Take Charge of Your Professional Growth Through Self-Mentoring
ISE Magazine February 2019 Volume: 51 Number: 2
By Amanda Mewborm
As we progress in our careers, it can be difﬁcult to ﬁnd mentors. Great leaders who would make great mentors often are too busy. While there are many great formal mentorship programs through employers, alumni networks and professional societies, one opportunity isn’t being fully utilized: self-mentoring. To me, self-mentoring has four main components.
Deﬁne your passion
What makes you feel energizes? What activities or work events seem to make time ﬂy by? I’m passionate about opportunities to make a difference for others also make things better and solve problems. I like to collaborate with people from different backgrounds and perspectives and work on projects that will make a meaningful difference as I only have one shot at this life.
What activities make time seem to drag on for you? For me as an extrovert, sit-ting in my ofﬁce working independently for hours is an energy drain and mentally exhausting.
I use information about my passions and energy drains to select opportunities. All of us have opportunities to consider what tasks to delegate, volunteering, work projects, family activities and events, and how to spend free time. By selecting those that align with your passions, you can make the most of your precious time.
Identify and develop your strengths
Early in my career, I identiﬁed skills I wasn’t very good at and put energy into improving them. After exerting effort to improve a skill that was not innate and often didn’t align with my passions, I’d make some progress but rarely a lot of improvement.
About 12 years ago, my employer nominated me for a leadership program that included an assessment by an organizational psychologist. The assessment included timed tests that provided insight into my intellect and how I approached things when there wasn’t enough time to do it all. It also involved an interview with the psychologist and probably a few other components I don’t recall. One major takeaway I still use today was to focus on improving on what I’m already good at and minimize work not aligned with my strengths. The psychologist helped me understand that with very little effort I could become much better at what I’m good at doing. Meanwhile, it would take tons of effort to become better at things I’m not good at doing. This shift in my perspective transformed my approach at self-improvement.
At my next employer, our team took the StrengthsFinder assessment that lists your top ﬁve strengths. Knowing this helps you use your strengths to be more successful. It follows the same principle I learned from the psychologist – to develop your strengths instead of improving your weaknesses. We are all different, and your weakness is someone else’s strength. By putting each person in a position to maximize strengths, the team’s performance improves.
Find people whom you admire
We all see great leaders in action daily and want to be mentored by them, but we can mentor ourselves by observing them. What makes this person a great leader? What behaviors can you emulate? How does this person handle stress or a crisis? How do they support the team? What is important to this person? What messages and styles best resonate with this leader?

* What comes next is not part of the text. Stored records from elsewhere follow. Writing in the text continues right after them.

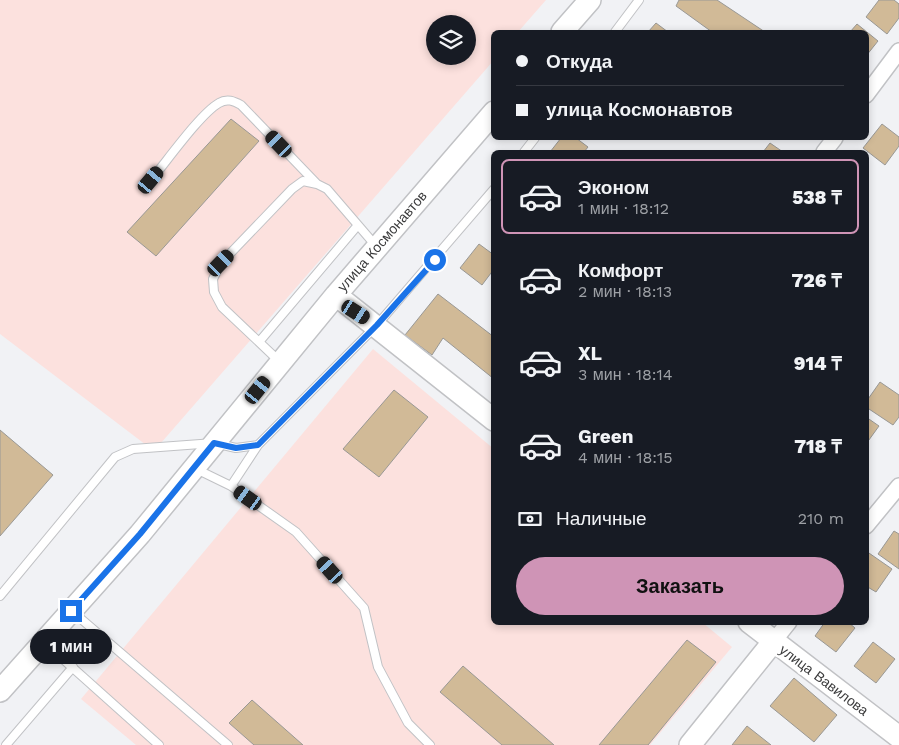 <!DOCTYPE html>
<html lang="ru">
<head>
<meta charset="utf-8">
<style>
  body { margin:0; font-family:"Work Sans",sans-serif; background:#242831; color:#f1f3f6; height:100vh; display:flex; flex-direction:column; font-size:19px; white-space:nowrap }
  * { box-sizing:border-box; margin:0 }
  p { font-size:16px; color:#9ea1a6 }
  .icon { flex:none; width:28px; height:28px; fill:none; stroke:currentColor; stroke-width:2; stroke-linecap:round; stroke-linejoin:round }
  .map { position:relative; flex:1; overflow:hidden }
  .side { position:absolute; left:491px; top:150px; width:378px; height:475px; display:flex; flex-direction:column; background:#171b24; border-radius:8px; box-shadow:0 2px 8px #0003 }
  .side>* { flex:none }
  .top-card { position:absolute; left:491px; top:30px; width:378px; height:110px; border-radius:8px; box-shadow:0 2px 8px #0003; display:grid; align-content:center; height:110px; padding:0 25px; background:#171b24 }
  .fabs { position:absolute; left:426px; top:15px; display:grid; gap:10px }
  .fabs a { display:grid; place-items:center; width:50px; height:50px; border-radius:50%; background:#171b24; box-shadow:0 2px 8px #0003; font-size:25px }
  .end { position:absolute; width:22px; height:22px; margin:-11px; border:6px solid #1a73e8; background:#fff; box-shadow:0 0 0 2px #fff }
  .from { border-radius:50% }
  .bubble { position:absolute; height:35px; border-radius:18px; background:#171b24; box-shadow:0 2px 8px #0003; font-size:16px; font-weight:800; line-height:35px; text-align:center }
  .car { position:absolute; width:15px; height:30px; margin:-15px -8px; border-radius:6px; box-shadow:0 0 4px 1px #0007; background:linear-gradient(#222 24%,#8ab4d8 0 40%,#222 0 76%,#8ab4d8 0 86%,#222 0) }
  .top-card b { display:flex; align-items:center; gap:18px; height:48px; font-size:19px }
  .top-card b+b { border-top:1px solid #363941 }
  .top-card i { width:12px; height:12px; background:#f1f3f6 }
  ul { padding:9px 0 0; list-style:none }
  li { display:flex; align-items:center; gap:15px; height:75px; margin:0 10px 8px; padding:0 15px; border:2px solid transparent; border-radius:8px }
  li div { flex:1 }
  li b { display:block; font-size:19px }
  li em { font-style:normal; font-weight:800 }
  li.current { border-color:#cf94b6 }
  li>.icon { width:45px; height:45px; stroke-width:1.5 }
  .pay { display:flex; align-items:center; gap:12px; height:55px; padding:0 25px; font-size:19px }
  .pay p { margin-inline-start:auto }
  .action { display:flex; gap:10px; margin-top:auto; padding:10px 25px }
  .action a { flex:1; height:58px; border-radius:30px; background:#cf94b6; color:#111; font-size:20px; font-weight:800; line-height:58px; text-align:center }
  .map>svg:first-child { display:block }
  .industrial { fill:#fce1de; fill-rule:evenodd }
  .building { fill:#d1ba97; stroke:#999895 }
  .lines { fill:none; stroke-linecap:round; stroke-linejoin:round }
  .lane-casing { stroke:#c1c2c5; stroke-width:10 }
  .street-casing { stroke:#c1c2c5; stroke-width:18 }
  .secondary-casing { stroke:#c1c2c5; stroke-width:24 }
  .lane { stroke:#fff; stroke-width:8 }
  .street { stroke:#fff; stroke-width:15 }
  .secondary { stroke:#fff; stroke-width:21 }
  .route { stroke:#1a73e8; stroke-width:6 }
  .labels { text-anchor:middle; stroke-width:5; stroke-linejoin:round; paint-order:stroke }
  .street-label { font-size:14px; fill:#3b3b3c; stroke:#fff }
</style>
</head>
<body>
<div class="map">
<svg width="899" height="745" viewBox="0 0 899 745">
  <rect width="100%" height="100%" fill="#f1f2f5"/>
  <path class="industrial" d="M0,0H546L518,32H494V60L154,451L0,334ZM435,24H468V56H435Z
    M373,349L494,449V622L703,623L732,647L650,745H136L81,699Z"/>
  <path class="building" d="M679,0H717L765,32H712L676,6Z
    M879,0H894L899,4V18L887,34L866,17Z
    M656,23L668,32H648Z
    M857,24L878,41L866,56V32H850Z
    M231,119L259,141L156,256L127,232Z
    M882,124L899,137V146L885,165L863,148Z
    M561,138H576L588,147L584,152H550Z
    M770,143L783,152H763Z
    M479,244L494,255V269L482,285L460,268Z
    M438,294L494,337V379L443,338L432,355L405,335Z
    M880,382L899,395V417L893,425L866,407V402Z
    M394,390L428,417L379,477L343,449Z
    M866,417L879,426L866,444Z
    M0,430L53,475L0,536Z
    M894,531L899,534V569L878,554Z
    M866,551L892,569L876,592L866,586Z
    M825,622H848L855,628L836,652L815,636Z
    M687,640L716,662L648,745H599Z
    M873,642L895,659L876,683L854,666Z
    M463,666L554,745H502L440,692Z
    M794,678L837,715L814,742L770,706Z
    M252,700L303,745H254L229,723Z
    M747,726L771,745H732Z"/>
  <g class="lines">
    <g class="lane-casing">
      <path id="lane" d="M615,32L639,0
        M524,152L535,138
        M151,180C167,161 200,114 219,103C227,98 234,101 241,105L317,184
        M259,342L358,225
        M279,361L222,307L214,292L213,279L221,263L292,189L303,181L317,184L327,189L376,246
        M194,468L231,486L296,532L364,608L378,667L408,723L430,745
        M231,486L258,445
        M0,596L115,457L133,449L214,443L236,448L258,445L377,325L494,189
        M73,612L228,745
        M45,643L159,745
        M6,745L73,667"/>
    </g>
    <g class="street-casing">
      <path id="street" d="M866,95L899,51
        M824,152L835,138
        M866,526L899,486
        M773,642L789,622"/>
    </g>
    <g class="secondary-casing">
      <path id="secondary" d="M562,32L590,0
        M336,295L494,420
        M749,622L899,737
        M0,691L140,534L336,295L494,112
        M690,745L773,642"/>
    </g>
    <use href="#lane" class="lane"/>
    <use href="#street" class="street"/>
    <use href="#secondary" class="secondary"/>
  </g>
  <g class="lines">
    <path class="route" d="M71,611L140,534L214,443L236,448L258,445L377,325L435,260"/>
  </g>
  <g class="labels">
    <g class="street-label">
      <text transform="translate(382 241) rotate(-49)" y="5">улица Космонавтов</text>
      <text transform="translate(824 680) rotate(37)" y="5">улица Вавилова</text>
    </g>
  </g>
</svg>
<div class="fabs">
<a><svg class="icon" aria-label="layers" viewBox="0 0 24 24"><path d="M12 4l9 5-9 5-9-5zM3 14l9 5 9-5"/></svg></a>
</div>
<i class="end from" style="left:435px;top:260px"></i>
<i class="end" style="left:71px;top:611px"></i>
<div class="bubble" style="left:30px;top:629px;width:82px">1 мин</div>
<i class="car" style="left:279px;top:144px;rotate:316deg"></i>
<i class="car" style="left:151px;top:180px;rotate:40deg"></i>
<i class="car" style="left:221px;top:263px;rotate:44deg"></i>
<i class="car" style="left:356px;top:312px;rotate:122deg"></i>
<i class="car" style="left:258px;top:390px;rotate:39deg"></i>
<i class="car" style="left:248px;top:498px;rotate:305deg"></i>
<i class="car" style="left:330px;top:570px;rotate:318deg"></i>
<div class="top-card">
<b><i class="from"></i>Откуда</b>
<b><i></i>улица Космонавтов</b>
</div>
<section class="side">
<ul>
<li class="current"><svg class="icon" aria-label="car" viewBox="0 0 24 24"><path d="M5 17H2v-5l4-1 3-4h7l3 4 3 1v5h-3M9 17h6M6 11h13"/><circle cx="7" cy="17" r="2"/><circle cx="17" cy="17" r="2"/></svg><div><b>Эконом</b><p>1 мин · 18:12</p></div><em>538 ₸</em></li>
<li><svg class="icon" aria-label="car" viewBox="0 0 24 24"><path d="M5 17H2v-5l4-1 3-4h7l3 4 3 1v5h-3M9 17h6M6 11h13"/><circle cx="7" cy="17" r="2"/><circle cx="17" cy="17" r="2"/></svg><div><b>Комфорт</b><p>2 мин · 18:13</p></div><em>726 ₸</em></li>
<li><svg class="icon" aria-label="car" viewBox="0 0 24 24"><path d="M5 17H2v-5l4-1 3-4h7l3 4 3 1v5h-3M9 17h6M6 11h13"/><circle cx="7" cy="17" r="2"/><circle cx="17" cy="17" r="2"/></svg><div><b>XL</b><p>3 мин · 18:14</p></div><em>914 ₸</em></li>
<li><svg class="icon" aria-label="car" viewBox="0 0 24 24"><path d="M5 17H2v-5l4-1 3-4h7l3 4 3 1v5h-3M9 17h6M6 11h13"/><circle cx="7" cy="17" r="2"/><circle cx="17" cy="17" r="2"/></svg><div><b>Green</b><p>4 мин · 18:15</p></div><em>718 ₸</em></li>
</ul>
<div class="pay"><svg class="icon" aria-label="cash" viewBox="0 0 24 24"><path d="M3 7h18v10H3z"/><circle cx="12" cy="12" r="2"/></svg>Наличные<p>210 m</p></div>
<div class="action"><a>Заказать</a></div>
</section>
</div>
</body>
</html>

In my current environment, I am fortunate to have several leaders so I can observe them in meetings and in their interactions. I take time to think about my observations and how I can apply them to my own leadership style and actions. When entering a new situation, I pause and think about what this person would do. Looking at the situation from the perspective of someone I admire is an opportunity to gain new insights.

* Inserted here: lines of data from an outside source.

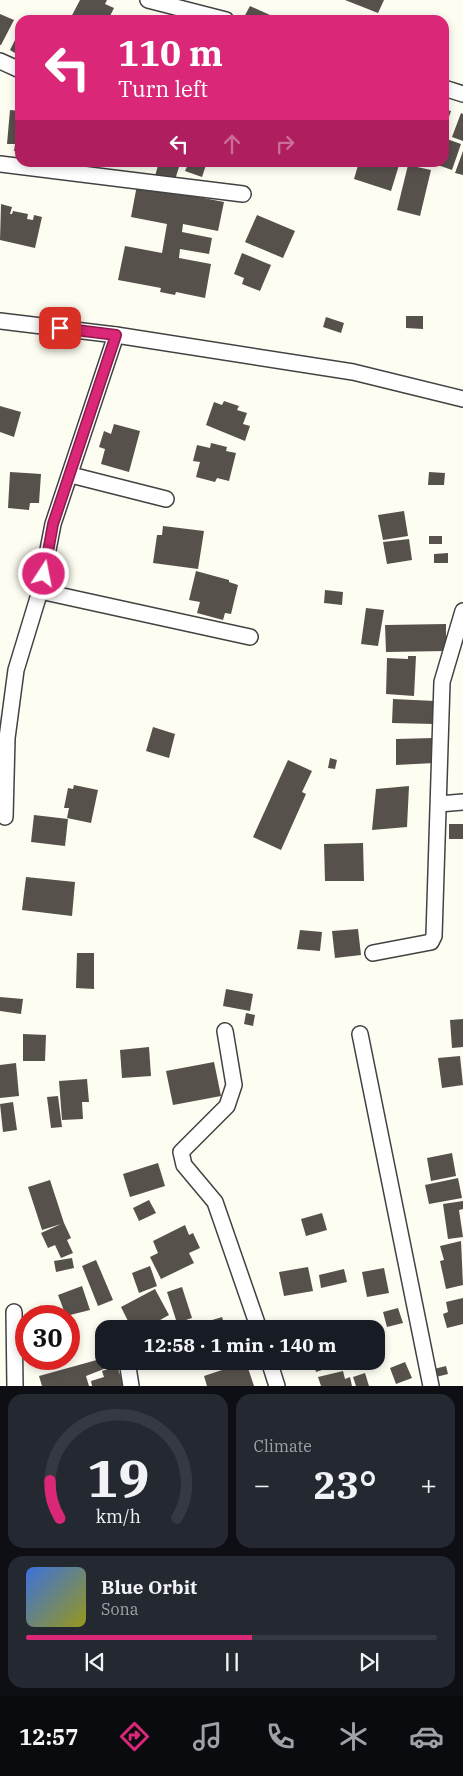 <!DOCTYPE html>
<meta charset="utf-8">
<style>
body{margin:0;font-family:"IBM Plex Serif",serif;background:#242831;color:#f1f3f6;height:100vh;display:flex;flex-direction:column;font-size:19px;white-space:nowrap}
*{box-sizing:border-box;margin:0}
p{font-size:16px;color:#9ea1a6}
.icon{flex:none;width:28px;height:28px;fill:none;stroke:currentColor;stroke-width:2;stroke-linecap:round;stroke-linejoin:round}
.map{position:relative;height:1386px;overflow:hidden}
.panel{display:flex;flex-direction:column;gap:8px;padding:8px;background:#0d0f14;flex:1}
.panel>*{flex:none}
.banner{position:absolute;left:15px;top:15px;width:434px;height:152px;border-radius:15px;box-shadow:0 2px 8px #0003;background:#db2777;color:#fff;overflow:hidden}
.speed{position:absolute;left:15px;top:1305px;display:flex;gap:10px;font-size:25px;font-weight:700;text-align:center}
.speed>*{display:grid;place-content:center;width:65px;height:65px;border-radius:50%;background:#171b24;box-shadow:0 2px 8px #0003;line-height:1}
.speed .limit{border:8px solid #d22;background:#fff;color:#111}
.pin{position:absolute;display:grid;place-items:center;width:42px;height:42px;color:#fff;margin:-21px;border-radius:10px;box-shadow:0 2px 8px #0006}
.me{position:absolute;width:55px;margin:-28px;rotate:11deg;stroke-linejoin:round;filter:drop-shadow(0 0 4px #0008)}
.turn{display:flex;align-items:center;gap:18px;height:105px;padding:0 20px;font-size:22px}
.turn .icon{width:65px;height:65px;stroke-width:2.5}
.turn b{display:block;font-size:35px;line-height:42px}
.lanes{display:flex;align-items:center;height:48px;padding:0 20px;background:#0003;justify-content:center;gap:25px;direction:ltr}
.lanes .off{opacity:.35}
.big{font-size:38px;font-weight:800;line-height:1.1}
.panel .tile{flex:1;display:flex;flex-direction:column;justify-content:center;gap:8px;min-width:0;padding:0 18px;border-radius:15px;background:#242831}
.panel .dial{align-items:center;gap:0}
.dial svg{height:130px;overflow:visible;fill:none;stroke:#363941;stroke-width:7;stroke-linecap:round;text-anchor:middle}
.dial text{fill:#f1f3f6;stroke:none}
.song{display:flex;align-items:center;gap:15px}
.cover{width:60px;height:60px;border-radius:8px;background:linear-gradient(135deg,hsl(220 70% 55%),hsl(60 70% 35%))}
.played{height:5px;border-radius:2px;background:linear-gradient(90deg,#db2777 55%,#363941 55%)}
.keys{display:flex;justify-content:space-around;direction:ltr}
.heat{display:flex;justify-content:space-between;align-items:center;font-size:28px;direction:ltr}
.panel .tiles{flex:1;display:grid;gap:8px;grid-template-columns:1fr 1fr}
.tile:last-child{grid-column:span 2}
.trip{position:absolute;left:95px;top:1320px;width:290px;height:50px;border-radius:15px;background:#171b24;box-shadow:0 2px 8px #0003;font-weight:800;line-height:50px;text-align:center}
.menu{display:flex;height:80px;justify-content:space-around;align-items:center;background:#090b0e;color:#9ea1a6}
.menu .icon{width:35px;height:35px}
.menu .current{color:#db2777}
.menu b{font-size:22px;color:#f1f3f6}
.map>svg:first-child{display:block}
.building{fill:#57514c}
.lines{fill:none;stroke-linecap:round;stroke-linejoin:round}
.street-casing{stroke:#424242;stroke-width:18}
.street{stroke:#fff;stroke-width:15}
.route-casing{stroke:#8e194d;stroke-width:12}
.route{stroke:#db2777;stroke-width:9}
</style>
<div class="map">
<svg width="463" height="1386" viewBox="0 0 463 1386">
<rect width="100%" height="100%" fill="#fefdf2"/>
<g class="building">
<path d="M80,0H107L105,4L114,8L108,20H72L70,19Z"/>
<path d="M345,0H384L378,13Z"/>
<path d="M250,6L270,15L268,20L243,19Z"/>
<path d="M0,14L14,20L1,45H0Z"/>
<path d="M20,30V56L10,50Z"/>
<path d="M444,109L451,111L444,131Z"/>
<path d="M10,110L20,111V152L14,151L15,144H7Z"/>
<path d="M461,113L463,114V141L452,137Z"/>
<path d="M444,138L461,144L452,170L432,163L444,162Z"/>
<path d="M463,151V175L455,173Z"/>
<path d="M159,162L179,167L174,183L155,176Z"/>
<path d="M189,162H207L202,177L185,171Z"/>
<path d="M359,162H400L391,191L354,179Z"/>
<path d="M408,165L431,170L420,216L397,210Z"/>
<path d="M137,185L224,202L218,231L183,224L182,232L212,238L209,254L180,249L179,258L211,264L205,298L176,292L175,295L160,292L161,288L118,280L125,246L162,253L167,224L131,217Z"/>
<path d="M1,204L12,207L10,214H12L13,211L28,214L27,219L33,220L34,215L42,217L35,248L0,240Z"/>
<path d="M257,215L295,231L283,258L245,242Z"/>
<path d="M242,253L271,265L260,291L242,284L244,278L234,274Z"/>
<path d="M406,316H423V329L406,328Z"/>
<path d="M326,317L344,323L341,333L323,327Z"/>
<path d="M224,401L239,406L237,410L247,413L243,424L250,426L245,441L206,425L214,402L222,405Z"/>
<path d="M0,406L21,412L14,437L0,432Z"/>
<path d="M114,424L140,431L129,472L101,464L105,449L99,447L104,431L111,434Z"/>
<path d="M211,443L227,447L226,451L236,453L229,481L217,478L215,482L196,477L200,462L193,461L197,445L210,448Z"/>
<path d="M10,472L41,474L39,503H30L29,510L8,508Z"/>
<path d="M429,472L445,473L444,485H428Z"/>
<path d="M404,511L408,536L383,540L378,515Z"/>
<path d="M163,526L204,531L198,569L153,563L157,535H162Z"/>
<rect x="429" y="536" width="13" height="8"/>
<path d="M409,539L412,560L387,564L383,542Z"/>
<path d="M448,553V563H434V554Z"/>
<path d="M196,571L229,580V582L238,585L231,614L225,613L223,620L197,613L200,602L189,600Z"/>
<path d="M325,590L343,592L342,605L324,603Z"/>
<path d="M366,608L384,610L378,646L361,644Z"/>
<path d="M446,624V651L386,652L385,625Z"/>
<path d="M408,656H416L414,696L386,694L387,658L408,659Z"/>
<path d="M393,699L435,701L434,724L392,723Z"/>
<path d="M153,727L175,734L169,758L146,751Z"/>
<path d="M433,738L434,763L396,765V739Z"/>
<path d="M330,758L337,760L335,769L328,768Z"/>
<path d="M288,760L312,771L302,792L306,794L281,850L253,837Z"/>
<path d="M74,785L98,790L91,823L67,818L69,808H64L68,788L73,789Z"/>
<path d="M409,786L407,827L372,830L376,789Z"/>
<path d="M34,815L68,819L65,846L31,842Z"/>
<rect x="449" y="824" width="14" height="15"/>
<path d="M363,843L364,881H325L324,844Z"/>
<path d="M26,877L75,882L72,916L22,910Z"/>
<path d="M358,929L361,955L335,958L332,931Z"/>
<path d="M300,930L322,932L320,951L297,949Z"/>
<path d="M77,953H94V989L76,988Z"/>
<path d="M226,989L253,994L250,1011L223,1006Z"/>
<path d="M0,997L23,999L21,1014L0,1011Z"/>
<path d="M246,1013L255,1015L253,1026L244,1024Z"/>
<path d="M463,1019V1047L452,1048L450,1020Z"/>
<path d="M23,1034L46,1035L45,1061H23Z"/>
<path d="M149,1047L151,1076L122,1078L120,1050Z"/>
<path d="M460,1056L463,1085L442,1088L438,1058Z"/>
<path d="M214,1062L221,1096L173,1105L166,1071Z"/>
<path d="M16,1063L19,1096L0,1098V1065Z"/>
<path d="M87,1079L89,1102H82L83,1119L62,1120L59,1081Z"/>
<path d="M58,1096L62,1127L51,1128L47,1097Z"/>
<path d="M13,1102L17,1130L3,1132L0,1104Z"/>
<path d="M452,1153L456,1176L431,1181L427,1158Z"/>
<path d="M158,1163L165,1186L130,1197L123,1174Z"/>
<path d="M458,1178L462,1198L429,1204L425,1185Z"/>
<path d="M50,1180L64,1223L71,1238L67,1240L73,1253L61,1258L55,1245L48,1248L41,1233L61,1224L42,1230L28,1187Z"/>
<path d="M149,1200L156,1213L139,1221L133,1208Z"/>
<path d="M463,1201V1209L459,1210L463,1237L448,1239L443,1204Z"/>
<path d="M322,1213L327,1230L306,1236L301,1219Z"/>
<path d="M185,1225L189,1235L193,1233L200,1248L189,1253L194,1263L161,1279L150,1257L158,1253L153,1241Z"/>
<path d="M461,1241L463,1285L446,1289L440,1261L444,1260L440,1246Z"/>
<path d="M72,1258L74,1268L56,1272L54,1261Z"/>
<path d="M96,1260L113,1300L98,1306L82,1266Z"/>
<path d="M150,1266L157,1286L139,1293L132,1273Z"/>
<path d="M308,1267L313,1291L284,1296L279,1272Z"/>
<path d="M384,1268L389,1293L367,1297L362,1272Z"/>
<path d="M344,1269L347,1282L321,1288L319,1275Z"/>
<path d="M82,1286L90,1310L66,1316L58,1295Z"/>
<path d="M182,1287L192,1318L177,1323L167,1292Z"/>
<path d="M155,1289L169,1315L144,1329H132L121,1307Z"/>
<path d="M463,1298V1324L447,1328L443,1314L448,1312L446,1302Z"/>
<path d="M398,1308L403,1323L387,1327L383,1312Z"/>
<path d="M222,1317L226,1329H186V1328Z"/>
<path d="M104,1358V1361H113L114,1365L86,1376L89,1386H42L39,1376Z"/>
<path d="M194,1361H213L197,1368Z"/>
<path d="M313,1361H343V1363L316,1372Z"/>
<path d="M246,1362L254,1386H207L204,1376Z"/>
<path d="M405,1362L412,1378L396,1384L390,1368Z"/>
<path d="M117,1366L124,1386H92L91,1381L104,1377L102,1371Z"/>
<path d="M446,1366L448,1374L432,1378L430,1370Z"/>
<path d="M343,1371L345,1379L350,1377L352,1386H321L318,1377Z"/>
<path d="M365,1373L369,1386H356L353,1377Z"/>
</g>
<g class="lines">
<defs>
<g id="street">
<path d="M148,0L226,20"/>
<path d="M0,61L20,70"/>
<path d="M444,88L463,94"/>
<path d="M0,164L243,194"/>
<path d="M0,321L116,335L353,372L463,399"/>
<path d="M71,475L166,499"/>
<path d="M40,591L250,637"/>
<path d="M439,804L463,802"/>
<path d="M5,817L7,738L16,670L40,591L53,524L116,335"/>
<path d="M373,953L431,942L434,936L442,682L463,611"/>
<path d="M225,1031L234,1085L227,1106L181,1152L184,1165L215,1202L259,1329"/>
<path d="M360,1034L431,1386"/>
<path d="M14,1312L15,1386"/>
<path d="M127,1361L131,1386"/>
<path d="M269,1361L277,1386"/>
</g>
</defs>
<use href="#street" class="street-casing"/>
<use href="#street" class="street"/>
</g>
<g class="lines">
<defs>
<path id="route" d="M44,574L53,524L116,335L60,328"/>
</defs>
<use href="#route" class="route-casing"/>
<use href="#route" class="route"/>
</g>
</svg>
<div class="speed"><div class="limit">30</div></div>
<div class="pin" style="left:60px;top:328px;background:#d93025"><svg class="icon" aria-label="arrive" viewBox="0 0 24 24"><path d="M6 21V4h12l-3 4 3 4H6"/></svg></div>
<svg class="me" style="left:44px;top:574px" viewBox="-20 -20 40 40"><circle r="17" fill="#db2777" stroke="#fff" stroke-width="3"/><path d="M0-11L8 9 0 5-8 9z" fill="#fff"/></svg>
<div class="trip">12:58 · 1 min · 140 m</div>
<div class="banner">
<div class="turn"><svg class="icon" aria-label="left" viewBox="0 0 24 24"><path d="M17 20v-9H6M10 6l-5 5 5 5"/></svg><div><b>110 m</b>Turn left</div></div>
<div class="lanes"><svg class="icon" aria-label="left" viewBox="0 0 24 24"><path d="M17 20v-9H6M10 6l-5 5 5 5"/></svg><svg class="icon off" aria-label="ahead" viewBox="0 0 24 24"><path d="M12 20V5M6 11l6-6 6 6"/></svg><svg class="icon off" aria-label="right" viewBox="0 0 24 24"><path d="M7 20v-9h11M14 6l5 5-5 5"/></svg></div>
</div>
</div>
<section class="panel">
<div class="tiles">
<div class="tile dial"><svg viewBox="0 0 100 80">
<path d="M14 69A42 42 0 1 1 86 69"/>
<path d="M14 69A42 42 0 0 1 8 46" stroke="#db2777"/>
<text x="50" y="56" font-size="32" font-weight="700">19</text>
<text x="50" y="72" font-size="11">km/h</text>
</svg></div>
<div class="tile"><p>Climate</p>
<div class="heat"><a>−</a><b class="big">23°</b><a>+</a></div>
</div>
<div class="tile">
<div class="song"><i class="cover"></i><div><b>Blue Orbit</b><p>Sona</p></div></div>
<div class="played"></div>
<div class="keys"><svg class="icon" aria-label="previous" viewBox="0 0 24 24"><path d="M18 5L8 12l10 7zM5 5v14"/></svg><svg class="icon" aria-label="pause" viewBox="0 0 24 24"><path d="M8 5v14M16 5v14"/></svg><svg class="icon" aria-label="next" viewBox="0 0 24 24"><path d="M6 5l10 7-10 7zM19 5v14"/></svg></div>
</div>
</div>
</section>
<nav class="menu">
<b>12:57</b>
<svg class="icon current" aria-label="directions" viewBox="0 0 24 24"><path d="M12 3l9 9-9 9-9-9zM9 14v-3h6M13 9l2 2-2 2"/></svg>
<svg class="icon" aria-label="music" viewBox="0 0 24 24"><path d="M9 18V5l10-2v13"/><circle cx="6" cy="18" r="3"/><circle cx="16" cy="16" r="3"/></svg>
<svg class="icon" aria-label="phone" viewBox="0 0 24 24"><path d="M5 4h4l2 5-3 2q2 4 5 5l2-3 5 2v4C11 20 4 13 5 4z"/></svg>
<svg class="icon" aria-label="climate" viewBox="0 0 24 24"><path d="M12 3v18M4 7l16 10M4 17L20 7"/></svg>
<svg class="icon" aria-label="car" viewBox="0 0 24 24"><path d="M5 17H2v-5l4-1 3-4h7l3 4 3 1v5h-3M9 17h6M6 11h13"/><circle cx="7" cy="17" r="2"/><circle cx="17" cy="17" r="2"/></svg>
</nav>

Not only does observation and reﬂection result in your own self-development, it allows you to predict how the leader will react in various situations. This can also help you strategize your approach and interactions with that leader. For high stakes situations, I develop “maps” with predictions about how everyone in a meeting will react to the presentation (their perspective) and score each leader’s emotional level around that reaction (how strongly they will feel). Developing this map has helped me prepare presentation materials to proactively address the concerns and interests of each leader in the room. I originally started developing these maps when I worked in sales, where it was important to know the stakeholders, their backgrounds and what was important to each of them. Since then, I modiﬁed the concept to serve as a mentorship tool.
Ask for feedback
Feedback is valuable from all levels; it’s not only important how the top executives perceive you. Since it may be uncomfortable for a front-line worker to give feedback to someone higher in the organization, ﬁnd ways to get feed-back without being overt. You can ask, “What can I do to help you?” “How could we have handled that situation differently?” or “What are we missing in our plan?” These questions open the door for anyone to offer a perspective you hadn’t considered. This also makes you more approach-able as a leader.
Another opportunity is in debriefs after events. Schedule a debrief to get the team back together and ask what went well, what didn’t, what should be done differently next time and for any follow-up that can prevent the situation from happening again or make it easier.
Self-mentoring can be a powerful tool, as you don’t have to rely on anyone else in a formal mentoring program. The main components are to identify your passions, identify and develop your strengths, ﬁnd people you admire and emulate their behaviors and ask for feedback. How can you take charge of being the best you by using the resources already around you?